[SOURCE DATA]
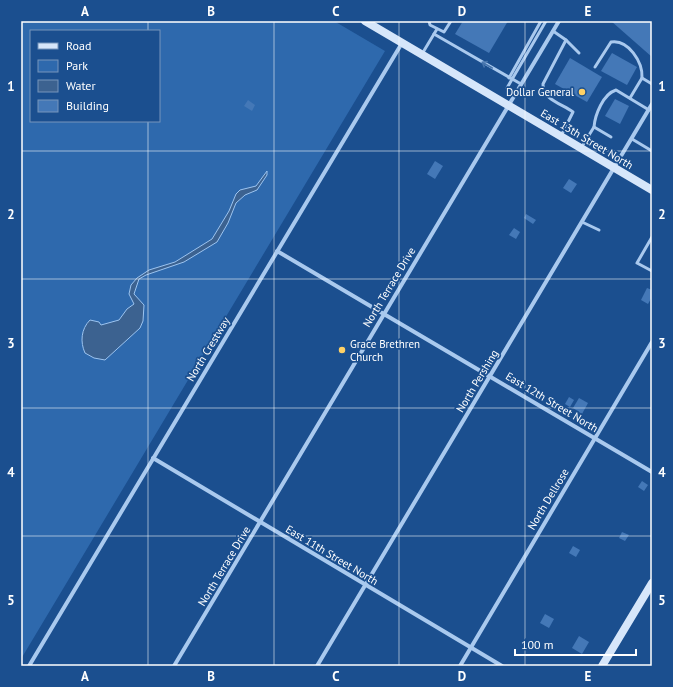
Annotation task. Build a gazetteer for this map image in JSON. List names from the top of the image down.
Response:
{
  "streets": {
    "main road": ["East 13th Street North"],
    "street": [
      "North Terrace Drive",
      "North Crestway",
      "North Pershing",
      "East 12th Street North",
      "North Dellrose",
      "East 11th Street North"
    ]
  },
  "crossings": [
    ["East 13th Street North", "North Terrace Drive"],
    ["East 13th Street North", "North Crestway"],
    ["East 13th Street North", "North Pershing"],
    ["North Terrace Drive", "East 12th Street North"],
    ["North Terrace Drive", "East 11th Street North"],
    ["North Crestway", "East 12th Street North"],
    ["North Crestway", "East 11th Street North"],
    ["North Pershing", "East 12th Street North"],
    ["North Pershing", "East 11th Street North"],
    ["East 12th Street North", "North Dellrose"],
    ["North Dellrose", "East 11th Street North"]
  ],
  "places": ["Dollar General", "Grace Brethren Church"],
  "legend": [
    "Road",
    "Park",
    "Water",
    "Building"
  ],
  "scale_bar": "100 m",
  "grid": {
    "columns": [
      "A",
      "B",
      "C",
      "D",
      "E"
    ],
    "rows": [
      "1",
      "2",
      "3",
      "4",
      "5"
    ]
  }
}
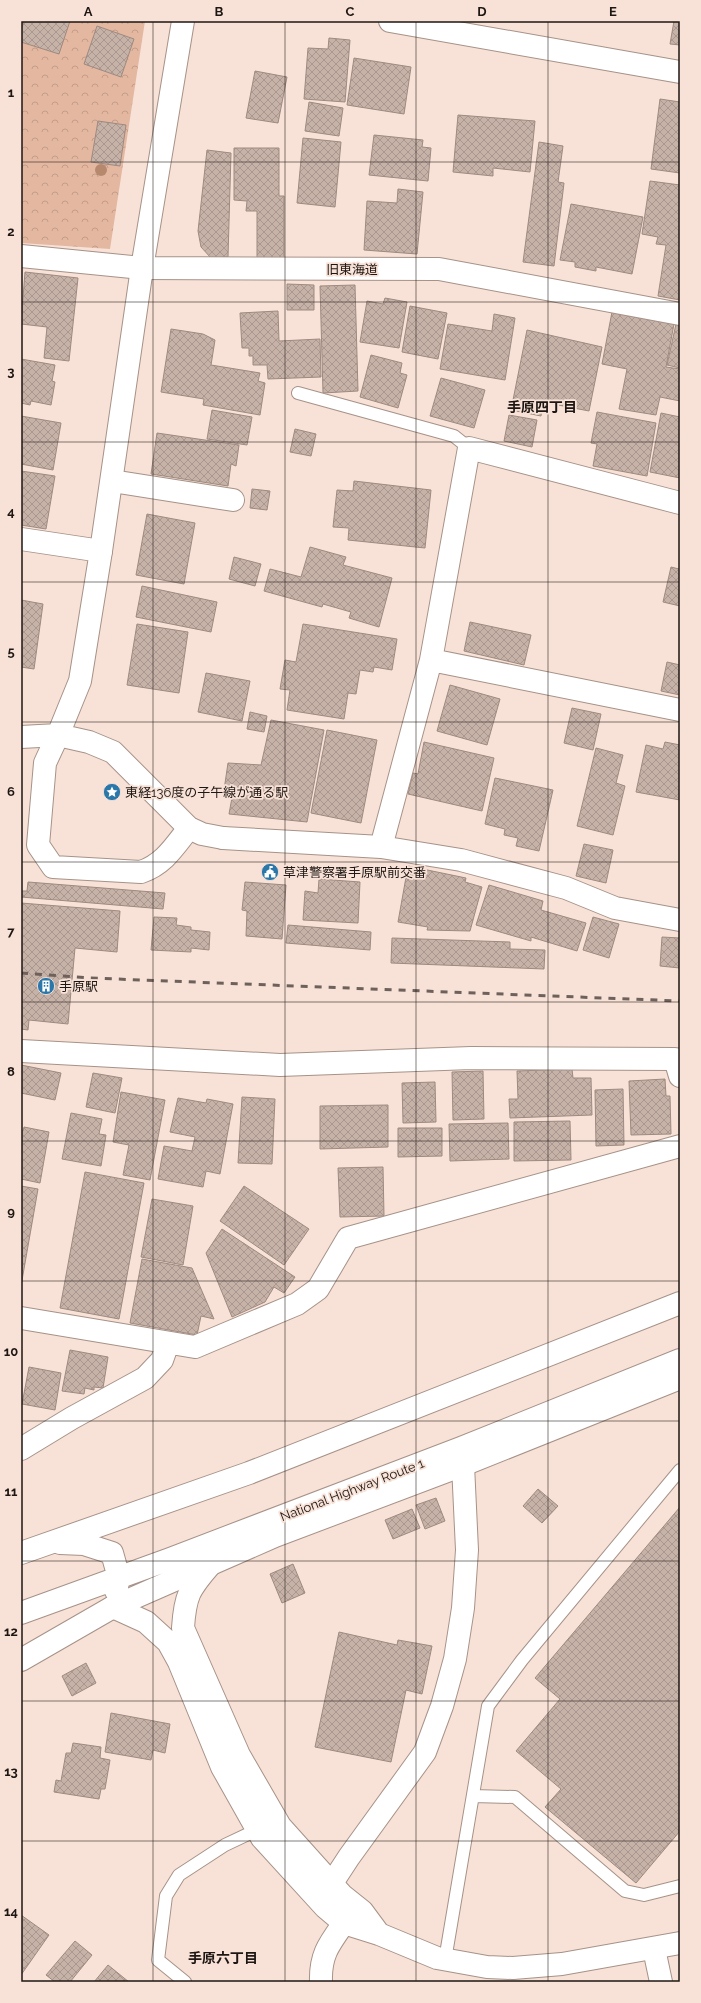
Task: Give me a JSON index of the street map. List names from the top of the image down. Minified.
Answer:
{"streets":{"main road":["旧東海道","National Highway Route 1"]},"districts":["手原四丁目","手原六丁目"],"places":{"place":["東経136度の子午線が通る駅"],"public building":["草津警察署手原駅前交番"],"building":["手原駅"]},"grid":{"columns":["A","B","C","D","E"],"rows":["1","2","3","4","5","6","7","8","9","10","11","12","13","14"]}}
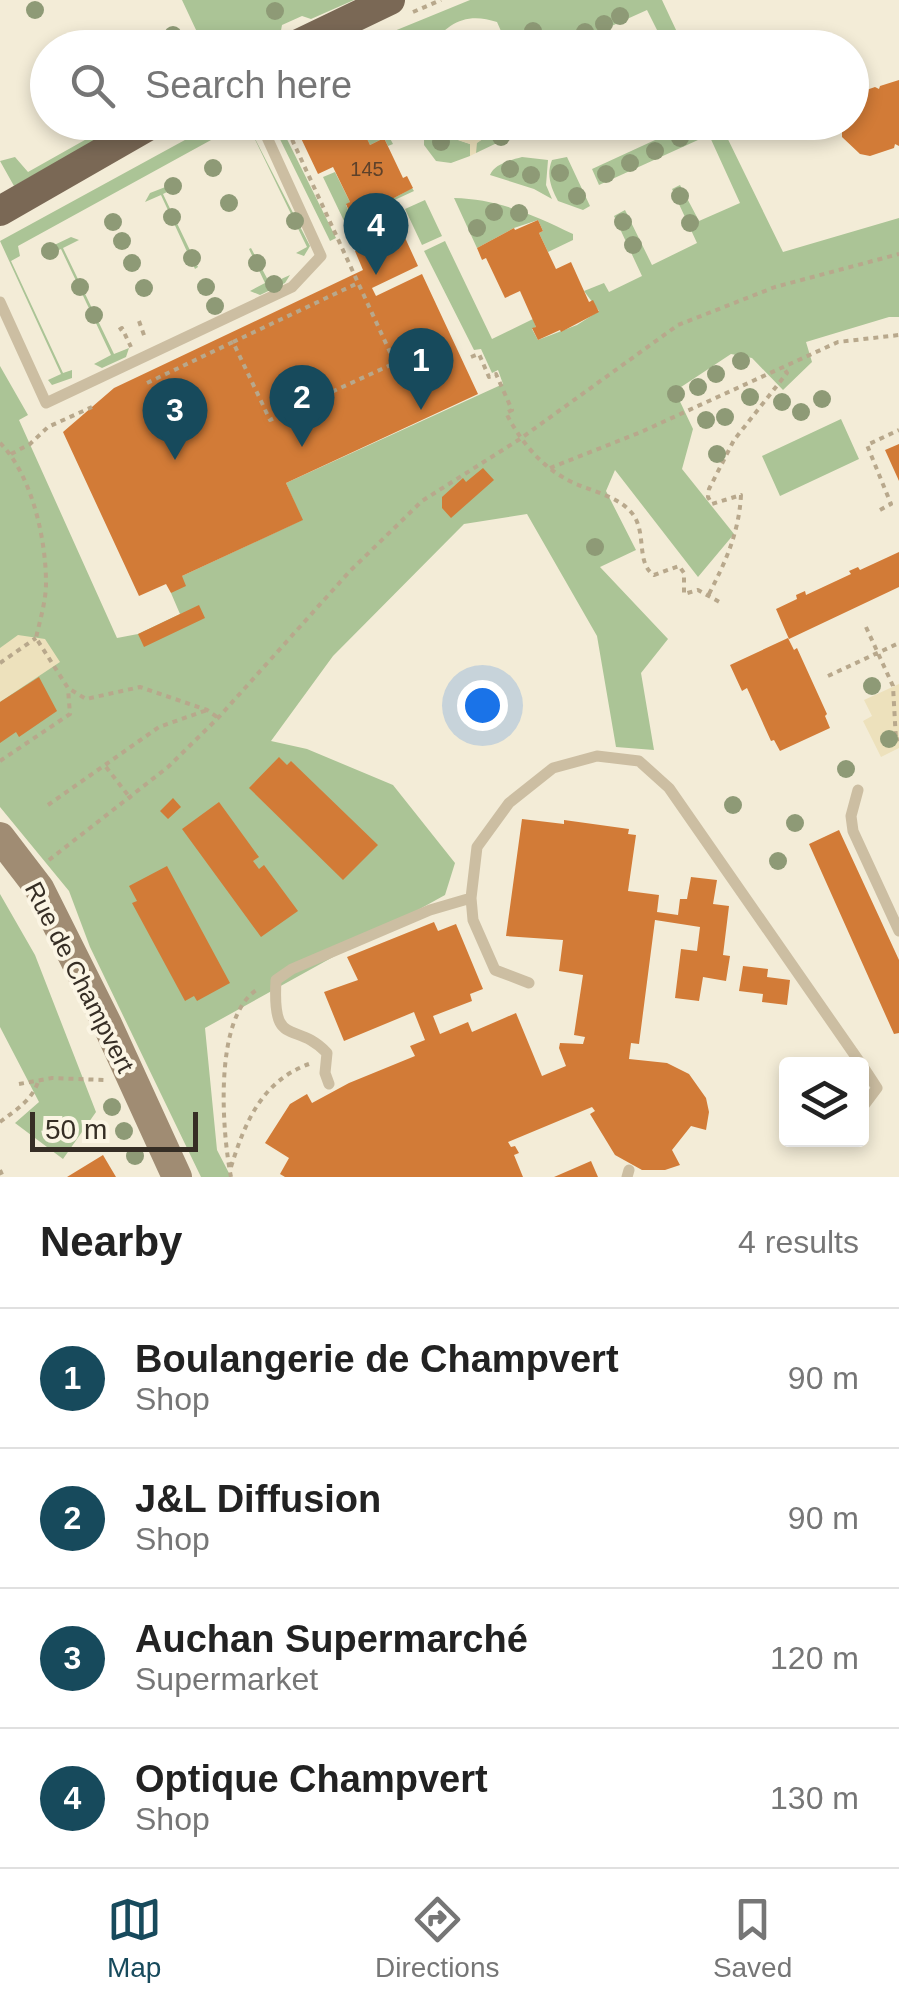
[/SOURCE DATA]
# WHAT YOU NEED TO DO:
Take each line from the records and copy it unchanged, leaving images out.

# OUTPUT:
Annotation task. Build a gazetteer for this map image in JSON. List names from the top of the image down.
Response:
{
  "streets": {
    "main road": ["East 13th Street North"],
    "street": [
      "North Terrace Drive",
      "North Crestway",
      "North Pershing",
      "East 12th Street North",
      "North Dellrose",
      "East 11th Street North"
    ]
  },
  "crossings": [
    ["East 13th Street North", "North Terrace Drive"],
    ["East 13th Street North", "North Crestway"],
    ["East 13th Street North", "North Pershing"],
    ["North Terrace Drive", "East 12th Street North"],
    ["North Terrace Drive", "East 11th Street North"],
    ["North Crestway", "East 12th Street North"],
    ["North Crestway", "East 11th Street North"],
    ["North Pershing", "East 12th Street North"],
    ["North Pershing", "East 11th Street North"],
    ["East 12th Street North", "North Dellrose"],
    ["North Dellrose", "East 11th Street North"]
  ],
  "places": ["Dollar General", "Grace Brethren Church"],
  "legend": [
    "Road",
    "Park",
    "Water",
    "Building"
  ],
  "scale_bar": "100 m",
  "grid": {
    "columns": [
      "A",
      "B",
      "C",
      "D",
      "E"
    ],
    "rows": [
      "1",
      "2",
      "3",
      "4",
      "5"
    ]
  }
}
Task: Give me a JSON index of the street map. List names from the top of the image down. Minified.
Answer:
{"streets":{"main road":["旧東海道","National Highway Route 1"]},"districts":["手原四丁目","手原六丁目"],"places":{"place":["東経136度の子午線が通る駅"],"public building":["草津警察署手原駅前交番"],"building":["手原駅"]},"grid":{"columns":["A","B","C","D","E"],"rows":["1","2","3","4","5","6","7","8","9","10","11","12","13","14"]}}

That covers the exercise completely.